The estimated purchase price for this acquisition was $50.2 million, or $46.0 million net of cash acquired, with $42.4 million funded at closing with cash on hand and borrowings under the Credit Facility. The acquisition is subject to customary post-closing adjustments pursuant to completion accounts and certain other adjustment mechanisms. Additional potential consideration may also be payable based upon improvements in Grassform’s trailing twelve-month performance through its current financial year-end, February 28, 2026.
The Grassform acquisition has been recorded using the acquisition method of accounting and accordingly, assets acquired and liabilities assumed were recorded at their estimated fair values as of the acquisition date. The acquisition resulted in the recognition of $12.8 million in other intangible assets, consisting of customer relationships and tradename. The customer relationships and tradename are finite-lived intangible assets that are expected to be amortized over periods of 15 years and 10 years, respectively. The excess of the total consideration was recorded as goodwill, which is not deductible for U.S. tax purposes. The fair values of the identifiable assets acquired and liabilities assumed were based on our estimates and assumptions using various market, income, and cost valuation approaches, which are classified within level 3 of the fair value hierarchy.
The following table summarizes the preliminary amounts recognized for the assets acquired and liabilities assumed as of the November 24, 2025 acquisition date.
(In thousands)
Receivables$3,962 
Property, plant and equipment15,409 
Intangible assets12,770 
Other assets1,408 
Total assets acquired33,549 
Current debt1,591 
Other current liabilities4,669 
Long-term debt, less current portion1,309 
Deferred tax liabilities7,200 
Other noncurrent liabilities968 
Total liabilities assumed15,737 
Net assets purchased17,812 
Goodwill28,179 
Total purchase consideration45,991 
Net cash conveyed at closing42,352 
Estimated due to seller3,639 
Total estimated purchase consideration$45,991 
Results of operations and pro-forma combined results of operations for the acquired business have not been presented as the effect of this acquisition is not material to our consolidated financial statements. Selling, general and administrative expenses includes $1.0 million in acquisition-related transaction costs attributable to the Grassform acquisition.

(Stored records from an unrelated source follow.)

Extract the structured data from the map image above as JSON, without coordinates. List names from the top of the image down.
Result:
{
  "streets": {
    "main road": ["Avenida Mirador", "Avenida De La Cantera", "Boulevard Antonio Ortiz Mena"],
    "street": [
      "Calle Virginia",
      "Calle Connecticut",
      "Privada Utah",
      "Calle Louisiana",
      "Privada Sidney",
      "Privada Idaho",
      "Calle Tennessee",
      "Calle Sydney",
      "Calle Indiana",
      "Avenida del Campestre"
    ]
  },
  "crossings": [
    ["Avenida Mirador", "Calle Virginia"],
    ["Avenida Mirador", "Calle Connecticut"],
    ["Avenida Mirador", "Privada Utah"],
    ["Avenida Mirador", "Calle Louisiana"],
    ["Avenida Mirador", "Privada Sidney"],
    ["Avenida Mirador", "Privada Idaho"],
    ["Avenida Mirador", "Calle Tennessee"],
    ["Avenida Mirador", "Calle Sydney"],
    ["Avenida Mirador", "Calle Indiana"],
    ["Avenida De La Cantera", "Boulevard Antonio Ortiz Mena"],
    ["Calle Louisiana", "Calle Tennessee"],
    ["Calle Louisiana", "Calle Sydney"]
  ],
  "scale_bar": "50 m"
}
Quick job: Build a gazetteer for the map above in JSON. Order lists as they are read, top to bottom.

Sale of Fluids Systems Business
As discussed above in Note 1, in September 2024, we completed the Sale Transaction. In connection with the Sale Transaction in the third quarter of 2024, we received $48.5 million in cash proceeds, net of cash disposed, and recognized a pre-tax loss on sale of $195.7 million, which includes a $59.5 million non-cash charge for the reclassification of cumulative foreign currency translation losses related to the Fluids Systems business. In 2025, we received additional net proceeds of $16.6 million related to the Sale Transaction as discussed further below. In the fourth quarter of 2025, we recognized a $2.2 million pre-tax gain on sale related to the resolution of certain estimated deferred consideration and liabilities for the Sale Transaction.
As of December 31, 2025 and December 31, 2024, approximately $3.7 million and $18.0 million, respectively, of net assets were included in the consolidated balance sheets, reflecting receivables and deferred consideration due from the Purchaser net of estimated liabilities due to the Purchaser.
Net assets related to the Sale Transaction consisted of the following:
(In thousands)December 31, 2025December 31, 2024
Receivables due from the Purchaser$— $15,978 
Estimated deferred consideration due from the Purchaser1,287 3,550 
Note receivable due from the Purchaser5,000 5,000 
Estimated liabilities due to the Purchaser(2,637)(6,488)
Net assets due from the Purchaser$3,650 $18,040 
Receivables due from the Purchaser at December 31, 2024 primarily reflected additional consideration for the actual working capital delivered at closing, which was fully received in 2025. Estimated deferred consideration due from the
Purchaser reflects certain pre-closing tax assets and other receivables, of which $1.8 million was received in the fourth quarter of 2025 with $1.3 million expected to be substantially realized in 2026. The note receivable due from the Purchaser matures in March 2030 and bears interest at a rate of 12.5% per year. The receivables and deferred consideration due from the Purchaser are included in other receivables and the note receivable due from the Purchaser is included in other noncurrent assets in the consolidated balance sheet.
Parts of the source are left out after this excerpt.